# Supplied material
━━━━

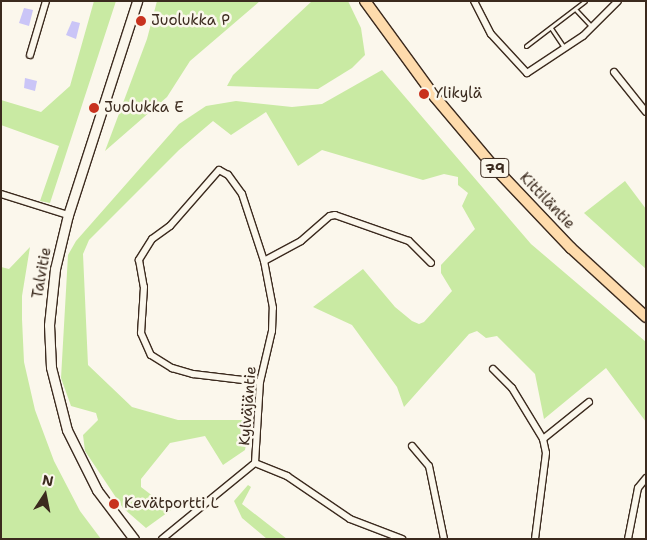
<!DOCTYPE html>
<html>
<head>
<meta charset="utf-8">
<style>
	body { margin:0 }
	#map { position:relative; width:647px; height:540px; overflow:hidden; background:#fbf7ec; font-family:"Shantell Sans",sans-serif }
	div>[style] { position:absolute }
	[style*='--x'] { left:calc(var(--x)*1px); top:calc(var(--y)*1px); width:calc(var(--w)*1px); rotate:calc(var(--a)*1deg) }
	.green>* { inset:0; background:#c9eaa3 }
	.building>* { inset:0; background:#cac5f7 }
	.roads { filter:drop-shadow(1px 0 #3b2a1e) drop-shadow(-1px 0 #3b2a1e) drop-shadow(0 1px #3b2a1e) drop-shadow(0 -1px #3b2a1e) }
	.lane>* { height:3px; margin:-1.5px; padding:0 1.5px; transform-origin:1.5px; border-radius:1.5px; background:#fbf7ec }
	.street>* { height:6px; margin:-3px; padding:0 3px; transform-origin:3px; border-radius:3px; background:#fbf7ec }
	.secondary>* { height:9px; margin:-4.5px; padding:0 4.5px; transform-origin:4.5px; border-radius:4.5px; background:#fbf7ec }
	.primary>* { height:10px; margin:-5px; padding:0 5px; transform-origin:5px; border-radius:5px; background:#fedbac }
	.dots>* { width:14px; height:14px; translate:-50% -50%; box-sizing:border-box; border:2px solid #fbf7ec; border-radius:50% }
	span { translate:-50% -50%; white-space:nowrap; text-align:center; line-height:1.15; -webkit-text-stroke:5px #fbf7ec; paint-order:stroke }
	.shield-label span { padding:1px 4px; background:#fbf7ec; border:1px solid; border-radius:4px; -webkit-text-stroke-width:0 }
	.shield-label { font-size:14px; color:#3b2a1e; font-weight:700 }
	.poi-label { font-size:15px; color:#3b2a1e }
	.left { translate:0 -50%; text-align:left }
	.street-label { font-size:15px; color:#3b2a1e }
	.frame { position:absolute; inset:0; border:2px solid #3b2a1e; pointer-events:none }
	.north { position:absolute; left:20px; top:470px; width:50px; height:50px; -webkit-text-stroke:4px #fbf7ec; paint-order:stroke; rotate:11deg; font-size:14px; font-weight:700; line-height:20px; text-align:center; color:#3b2a1e }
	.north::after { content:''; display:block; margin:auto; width:18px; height:22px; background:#3b2a1e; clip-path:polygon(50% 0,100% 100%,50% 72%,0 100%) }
</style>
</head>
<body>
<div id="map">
	<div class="green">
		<i style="clip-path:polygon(94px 1px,116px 1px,50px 203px,40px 201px,59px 146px,1px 125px,1px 100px,41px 112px,70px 86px)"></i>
		<i style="clip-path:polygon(157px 1px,260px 1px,190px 61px,167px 97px,105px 151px,147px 39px)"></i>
		<i style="clip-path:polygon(312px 1px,348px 1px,361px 28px,365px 55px,352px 68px,318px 89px,227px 86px,233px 75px)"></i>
		<i style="clip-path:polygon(382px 70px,531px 244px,646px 342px,646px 422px,606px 368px,544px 419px,535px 374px,497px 336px,486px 338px,477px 331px,469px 334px,404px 407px,397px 387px,352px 325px,313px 307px,363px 269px,395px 307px,412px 321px,419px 324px,424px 322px,452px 291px,441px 273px,441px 265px,475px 229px,462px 206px,468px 193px,458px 185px,458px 177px,444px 174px,423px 180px,322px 150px,298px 166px,266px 112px,231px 135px,213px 121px,179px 150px,89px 240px,83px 254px,88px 365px,132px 407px,178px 420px,246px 420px,248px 434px,245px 450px,223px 465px,205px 436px,170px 443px,141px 479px,141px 487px,171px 510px,146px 528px,123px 508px,85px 451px,83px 435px,98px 420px,96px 413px,71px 406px,61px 378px,68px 255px,76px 241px,179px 124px,206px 106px,236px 101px,292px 107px,322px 104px)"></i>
		<i style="clip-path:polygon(625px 181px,646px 209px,646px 269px,584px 213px)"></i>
		<i style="clip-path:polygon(30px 247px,22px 296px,22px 319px,24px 362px,35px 410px,54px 461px,80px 511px,101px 539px,1px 539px,1px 267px,9px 269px)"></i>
		<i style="clip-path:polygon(248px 485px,251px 487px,242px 504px,287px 539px,267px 539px,242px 518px,234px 501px)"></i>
	</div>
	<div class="building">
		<i style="clip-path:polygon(24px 8px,33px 10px,29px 26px,19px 23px)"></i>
		<i style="clip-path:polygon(72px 21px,80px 23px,76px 39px,66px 35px)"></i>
		<i style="clip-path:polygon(25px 78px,37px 81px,35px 91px,24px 88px)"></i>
	</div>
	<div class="roads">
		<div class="lane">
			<i style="--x:576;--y:10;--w:23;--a:47"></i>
			<i style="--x:551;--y:28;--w:23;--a:56"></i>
			<i style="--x:526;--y:46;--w:74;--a:-37.3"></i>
		</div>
		<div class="street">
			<i style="--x:474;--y:1;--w:37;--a:63"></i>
			<i style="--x:491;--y:34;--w:53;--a:47.3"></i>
			<i style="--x:527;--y:73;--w:67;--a:-33.5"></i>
			<i style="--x:583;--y:36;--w:49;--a:-45"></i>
			<i style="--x:30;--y:55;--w:56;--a:-73.5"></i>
			<i style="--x:614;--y:72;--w:51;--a:51.3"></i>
			<i style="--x:1;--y:194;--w:70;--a:17.4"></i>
			<i style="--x:264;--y:261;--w:42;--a:-28.4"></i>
			<i style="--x:301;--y:241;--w:38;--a:-41"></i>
			<i style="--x:330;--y:216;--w:5;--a:-11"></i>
			<i style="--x:335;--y:215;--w:78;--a:19.4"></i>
			<i style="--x:409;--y:241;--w:31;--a:45"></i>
			<i style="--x:493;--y:369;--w:27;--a:45"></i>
			<i style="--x:512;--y:388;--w:60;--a:58.7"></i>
			<i style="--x:543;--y:439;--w:14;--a:78"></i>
			<i style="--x:546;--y:453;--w:87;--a:97.3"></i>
			<i style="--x:543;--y:439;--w:59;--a:-38.8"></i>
			<i style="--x:412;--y:446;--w:26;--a:50"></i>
			<i style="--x:429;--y:466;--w:75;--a:78.4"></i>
			<i style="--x:255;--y:463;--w:81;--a:-86.5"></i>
			<i style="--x:260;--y:382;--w:52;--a:-76.8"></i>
			<i style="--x:272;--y:331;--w:23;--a:-88"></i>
			<i style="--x:273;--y:308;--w:48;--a:-100.8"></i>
			<i style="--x:264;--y:261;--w:71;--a:-108.2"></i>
			<i style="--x:242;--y:194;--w:24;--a:-126"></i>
			<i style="--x:228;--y:175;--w:10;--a:-151"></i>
			<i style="--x:219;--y:170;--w:74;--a:131.2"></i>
			<i style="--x:170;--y:226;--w:22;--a:144"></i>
			<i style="--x:152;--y:239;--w:25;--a:122"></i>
			<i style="--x:139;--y:260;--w:27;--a:80"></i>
			<i style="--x:144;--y:287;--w:46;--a:93.7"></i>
			<i style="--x:141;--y:333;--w:24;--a:66"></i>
			<i style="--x:151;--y:355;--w:25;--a:32"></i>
			<i style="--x:172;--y:368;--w:22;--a:16"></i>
			<i style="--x:193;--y:374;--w:67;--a:6.8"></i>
			<i style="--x:255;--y:463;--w:35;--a:22"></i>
			<i style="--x:287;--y:476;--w:76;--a:34.3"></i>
			<i style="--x:350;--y:519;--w:56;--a:21"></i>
			<i style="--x:162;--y:539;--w:120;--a:-39.3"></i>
			<i style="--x:628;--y:539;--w:52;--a:-78.9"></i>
			<i style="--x:638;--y:488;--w:13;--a:-51"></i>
		</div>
		<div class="secondary">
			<i style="--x:134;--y:539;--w:61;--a:-127.1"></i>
			<i style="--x:97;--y:490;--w:67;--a:-116.6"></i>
			<i style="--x:67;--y:430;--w:65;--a:-104.3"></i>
			<i style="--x:51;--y:367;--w:42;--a:-92.7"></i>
			<i style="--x:49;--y:325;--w:56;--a:-83.9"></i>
			<i style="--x:55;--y:269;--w:56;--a:-76.5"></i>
			<i style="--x:68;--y:215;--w:225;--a:-72.1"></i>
		</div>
		<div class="primary">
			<i style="--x:365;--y:1;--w:119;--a:53.9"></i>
			<i style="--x:435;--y:97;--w:92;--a:49.9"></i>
			<i style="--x:494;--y:167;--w:112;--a:46.5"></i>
			<i style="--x:571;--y:248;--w:102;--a:42.6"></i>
		</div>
	</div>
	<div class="dots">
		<i style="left:141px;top:21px;background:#c8321e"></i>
		<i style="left:424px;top:94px;background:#c8321e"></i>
		<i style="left:94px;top:108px;background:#c8321e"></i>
		<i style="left:114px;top:504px;background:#c8321e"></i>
	</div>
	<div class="shield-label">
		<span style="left:495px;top:168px">79</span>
	</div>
	<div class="poi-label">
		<span class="left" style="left:151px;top:21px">Juolukka P</span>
		<span class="left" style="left:434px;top:94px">Ylikylä</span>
		<span class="left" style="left:104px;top:108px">Juolukka E</span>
		<span class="left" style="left:124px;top:504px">Kevätportti L</span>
	</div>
	<div class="street-label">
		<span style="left:547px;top:201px;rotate:46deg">Kittiläntie</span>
		<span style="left:42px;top:273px;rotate:-80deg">Talvitie</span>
		<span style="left:248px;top:406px;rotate:-85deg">Kylväjäntie</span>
	</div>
	<div class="frame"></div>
	<div class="north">N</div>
</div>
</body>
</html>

━━━━

# Directions for this task
Find the lines above that contain the word "lane" and copy each one.

# Output for this exercise
	.lane>* { height:3px; margin:-1.5px; padding:0 1.5px; transform-origin:1.5px; border-radius:1.5px; background:#fbf7ec }
		<div class="lane">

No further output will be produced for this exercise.